# TASK REQUIREMENTS:
Only these lines are needed: the first line of the entries below through the line with "2px #544c51) drop-shadow(0", each returned exactly.

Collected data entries
"""

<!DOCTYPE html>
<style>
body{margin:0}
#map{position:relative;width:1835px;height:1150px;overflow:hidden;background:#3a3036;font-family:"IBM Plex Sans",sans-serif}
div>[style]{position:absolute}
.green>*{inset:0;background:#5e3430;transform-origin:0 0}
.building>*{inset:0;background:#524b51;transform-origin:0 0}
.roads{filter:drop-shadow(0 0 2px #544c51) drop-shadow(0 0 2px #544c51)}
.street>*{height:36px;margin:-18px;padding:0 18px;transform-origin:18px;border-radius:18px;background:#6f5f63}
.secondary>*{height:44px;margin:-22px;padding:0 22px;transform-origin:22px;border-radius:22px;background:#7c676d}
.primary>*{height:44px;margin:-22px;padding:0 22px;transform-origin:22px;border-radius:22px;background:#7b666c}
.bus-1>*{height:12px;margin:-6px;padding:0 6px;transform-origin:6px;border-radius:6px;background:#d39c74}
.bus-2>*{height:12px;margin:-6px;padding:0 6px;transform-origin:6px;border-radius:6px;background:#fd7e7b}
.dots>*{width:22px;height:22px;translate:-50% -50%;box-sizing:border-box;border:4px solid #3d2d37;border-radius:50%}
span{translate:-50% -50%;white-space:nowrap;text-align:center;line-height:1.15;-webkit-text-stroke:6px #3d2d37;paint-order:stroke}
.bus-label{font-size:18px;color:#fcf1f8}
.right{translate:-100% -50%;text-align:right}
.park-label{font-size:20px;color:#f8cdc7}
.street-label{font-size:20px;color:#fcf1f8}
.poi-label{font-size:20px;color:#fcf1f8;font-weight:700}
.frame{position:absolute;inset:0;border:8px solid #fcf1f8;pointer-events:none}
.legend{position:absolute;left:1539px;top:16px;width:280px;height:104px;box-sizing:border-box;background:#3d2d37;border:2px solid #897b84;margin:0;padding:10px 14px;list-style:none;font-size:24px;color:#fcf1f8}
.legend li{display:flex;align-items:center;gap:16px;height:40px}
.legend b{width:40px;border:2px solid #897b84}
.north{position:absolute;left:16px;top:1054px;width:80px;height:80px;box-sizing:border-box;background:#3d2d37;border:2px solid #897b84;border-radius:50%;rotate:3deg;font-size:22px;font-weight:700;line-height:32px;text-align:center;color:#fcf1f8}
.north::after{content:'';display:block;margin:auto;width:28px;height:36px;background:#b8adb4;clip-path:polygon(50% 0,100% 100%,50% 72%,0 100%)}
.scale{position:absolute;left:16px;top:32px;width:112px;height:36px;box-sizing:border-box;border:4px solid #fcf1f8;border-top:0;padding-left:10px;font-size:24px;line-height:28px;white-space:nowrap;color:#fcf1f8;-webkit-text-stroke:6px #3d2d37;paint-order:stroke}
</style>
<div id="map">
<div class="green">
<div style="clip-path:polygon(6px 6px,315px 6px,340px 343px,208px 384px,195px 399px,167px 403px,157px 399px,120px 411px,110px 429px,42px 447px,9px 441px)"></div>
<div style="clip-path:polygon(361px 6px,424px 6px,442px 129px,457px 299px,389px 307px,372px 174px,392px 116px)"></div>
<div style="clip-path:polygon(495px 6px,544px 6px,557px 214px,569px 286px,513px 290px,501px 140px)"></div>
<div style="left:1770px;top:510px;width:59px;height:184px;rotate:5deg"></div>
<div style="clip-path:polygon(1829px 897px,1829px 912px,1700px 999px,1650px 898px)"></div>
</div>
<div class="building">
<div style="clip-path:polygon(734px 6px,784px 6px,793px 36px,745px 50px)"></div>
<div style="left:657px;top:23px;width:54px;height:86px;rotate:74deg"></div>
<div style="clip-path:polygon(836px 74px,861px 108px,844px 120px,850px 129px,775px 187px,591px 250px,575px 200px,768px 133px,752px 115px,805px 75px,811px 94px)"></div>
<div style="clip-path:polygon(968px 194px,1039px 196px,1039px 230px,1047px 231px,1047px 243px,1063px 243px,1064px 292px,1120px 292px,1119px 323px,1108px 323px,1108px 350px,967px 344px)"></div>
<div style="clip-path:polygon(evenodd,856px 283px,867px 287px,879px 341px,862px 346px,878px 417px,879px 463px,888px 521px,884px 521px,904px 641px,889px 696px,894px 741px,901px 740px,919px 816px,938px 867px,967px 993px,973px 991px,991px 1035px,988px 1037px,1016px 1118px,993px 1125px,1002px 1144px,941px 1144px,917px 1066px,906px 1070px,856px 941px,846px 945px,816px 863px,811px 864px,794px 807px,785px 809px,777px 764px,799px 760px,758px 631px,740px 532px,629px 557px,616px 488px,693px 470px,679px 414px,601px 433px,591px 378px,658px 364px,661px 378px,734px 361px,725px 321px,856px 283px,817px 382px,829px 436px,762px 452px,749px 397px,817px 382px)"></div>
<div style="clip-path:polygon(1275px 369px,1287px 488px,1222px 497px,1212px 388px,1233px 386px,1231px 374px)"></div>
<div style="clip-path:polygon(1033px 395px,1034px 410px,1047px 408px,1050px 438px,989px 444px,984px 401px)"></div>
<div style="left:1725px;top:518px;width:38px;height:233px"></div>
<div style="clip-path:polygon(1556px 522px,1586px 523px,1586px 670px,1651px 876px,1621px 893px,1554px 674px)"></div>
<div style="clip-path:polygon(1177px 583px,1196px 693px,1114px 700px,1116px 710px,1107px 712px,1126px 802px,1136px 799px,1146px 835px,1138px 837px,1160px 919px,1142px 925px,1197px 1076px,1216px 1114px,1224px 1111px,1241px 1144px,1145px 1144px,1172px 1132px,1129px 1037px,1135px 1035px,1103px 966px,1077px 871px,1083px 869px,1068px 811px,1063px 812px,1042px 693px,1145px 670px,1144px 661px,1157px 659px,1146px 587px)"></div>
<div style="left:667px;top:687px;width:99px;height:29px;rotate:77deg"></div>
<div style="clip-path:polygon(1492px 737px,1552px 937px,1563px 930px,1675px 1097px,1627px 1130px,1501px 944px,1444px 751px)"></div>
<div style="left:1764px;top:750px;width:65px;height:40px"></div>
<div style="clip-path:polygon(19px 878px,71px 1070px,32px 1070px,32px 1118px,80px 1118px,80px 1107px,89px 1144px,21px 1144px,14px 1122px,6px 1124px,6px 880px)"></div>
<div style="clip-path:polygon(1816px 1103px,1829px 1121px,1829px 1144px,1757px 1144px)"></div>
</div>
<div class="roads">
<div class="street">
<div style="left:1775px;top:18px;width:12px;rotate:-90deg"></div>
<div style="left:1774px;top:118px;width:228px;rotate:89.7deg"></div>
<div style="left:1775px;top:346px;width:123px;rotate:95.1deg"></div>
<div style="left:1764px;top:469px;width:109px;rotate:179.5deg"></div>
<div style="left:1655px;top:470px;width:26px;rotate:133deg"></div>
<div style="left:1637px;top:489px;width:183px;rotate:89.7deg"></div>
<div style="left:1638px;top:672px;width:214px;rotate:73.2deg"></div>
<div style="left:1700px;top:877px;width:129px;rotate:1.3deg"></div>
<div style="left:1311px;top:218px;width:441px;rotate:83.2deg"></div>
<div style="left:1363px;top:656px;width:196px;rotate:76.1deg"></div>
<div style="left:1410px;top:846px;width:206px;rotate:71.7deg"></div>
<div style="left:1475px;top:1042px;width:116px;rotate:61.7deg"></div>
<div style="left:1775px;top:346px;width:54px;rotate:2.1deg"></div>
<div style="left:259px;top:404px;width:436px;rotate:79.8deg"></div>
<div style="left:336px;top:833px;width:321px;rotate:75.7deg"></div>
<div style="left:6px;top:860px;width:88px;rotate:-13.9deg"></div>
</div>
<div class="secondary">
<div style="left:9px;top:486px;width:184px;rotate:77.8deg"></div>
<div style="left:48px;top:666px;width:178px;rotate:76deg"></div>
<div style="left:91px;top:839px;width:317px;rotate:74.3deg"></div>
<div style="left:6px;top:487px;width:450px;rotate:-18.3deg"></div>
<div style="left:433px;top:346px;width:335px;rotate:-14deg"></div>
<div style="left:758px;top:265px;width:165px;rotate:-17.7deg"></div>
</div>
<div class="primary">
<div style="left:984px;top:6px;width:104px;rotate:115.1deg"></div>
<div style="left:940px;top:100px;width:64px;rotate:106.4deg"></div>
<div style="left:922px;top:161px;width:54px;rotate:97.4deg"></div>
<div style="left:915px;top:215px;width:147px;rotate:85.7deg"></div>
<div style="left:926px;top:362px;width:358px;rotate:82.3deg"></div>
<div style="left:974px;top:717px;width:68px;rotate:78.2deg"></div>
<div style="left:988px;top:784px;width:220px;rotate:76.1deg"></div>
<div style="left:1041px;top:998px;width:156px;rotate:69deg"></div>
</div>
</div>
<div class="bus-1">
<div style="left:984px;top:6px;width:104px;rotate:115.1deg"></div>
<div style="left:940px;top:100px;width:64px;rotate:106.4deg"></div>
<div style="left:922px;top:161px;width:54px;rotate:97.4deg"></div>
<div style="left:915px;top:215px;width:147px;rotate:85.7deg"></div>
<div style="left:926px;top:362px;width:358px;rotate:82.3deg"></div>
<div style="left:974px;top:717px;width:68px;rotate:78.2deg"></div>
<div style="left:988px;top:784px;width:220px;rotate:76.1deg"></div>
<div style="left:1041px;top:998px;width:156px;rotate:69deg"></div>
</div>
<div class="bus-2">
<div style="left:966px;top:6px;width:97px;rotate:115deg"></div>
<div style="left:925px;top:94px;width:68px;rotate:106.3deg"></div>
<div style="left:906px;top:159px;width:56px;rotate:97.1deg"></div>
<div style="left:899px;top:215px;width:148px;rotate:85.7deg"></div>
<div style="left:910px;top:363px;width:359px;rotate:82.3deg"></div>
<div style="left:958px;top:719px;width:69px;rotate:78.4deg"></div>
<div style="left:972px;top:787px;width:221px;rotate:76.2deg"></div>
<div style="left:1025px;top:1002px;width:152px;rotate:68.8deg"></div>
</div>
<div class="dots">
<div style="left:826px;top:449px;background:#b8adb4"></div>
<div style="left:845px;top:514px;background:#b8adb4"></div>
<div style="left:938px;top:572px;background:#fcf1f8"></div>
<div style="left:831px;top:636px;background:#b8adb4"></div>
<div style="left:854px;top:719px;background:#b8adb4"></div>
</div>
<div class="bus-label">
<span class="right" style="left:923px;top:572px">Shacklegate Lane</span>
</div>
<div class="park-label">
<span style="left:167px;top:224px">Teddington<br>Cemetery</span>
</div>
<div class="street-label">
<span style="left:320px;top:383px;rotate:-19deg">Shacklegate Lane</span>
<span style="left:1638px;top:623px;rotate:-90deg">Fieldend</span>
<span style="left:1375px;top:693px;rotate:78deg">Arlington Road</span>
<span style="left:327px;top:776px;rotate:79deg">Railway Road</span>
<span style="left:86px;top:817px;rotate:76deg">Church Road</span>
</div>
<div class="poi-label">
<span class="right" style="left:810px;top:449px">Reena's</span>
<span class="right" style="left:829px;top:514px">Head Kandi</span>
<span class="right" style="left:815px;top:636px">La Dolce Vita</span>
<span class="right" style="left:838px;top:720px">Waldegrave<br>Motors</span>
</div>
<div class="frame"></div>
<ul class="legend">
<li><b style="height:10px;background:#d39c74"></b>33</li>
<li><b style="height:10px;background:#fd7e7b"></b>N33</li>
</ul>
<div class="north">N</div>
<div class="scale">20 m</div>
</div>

"""

# RESPONSE BOX:
<!DOCTYPE html>
<style>
body{margin:0}
#map{position:relative;width:1835px;height:1150px;overflow:hidden;background:#3a3036;font-family:"IBM Plex Sans",sans-serif}
div>[style]{position:absolute}
.green>*{inset:0;background:#5e3430;transform-origin:0 0}
.building>*{inset:0;background:#524b51;transform-origin:0 0}
.roads{filter:drop-shadow(0 0 2px #544c51) drop-shadow(0 0 2px #544c51)}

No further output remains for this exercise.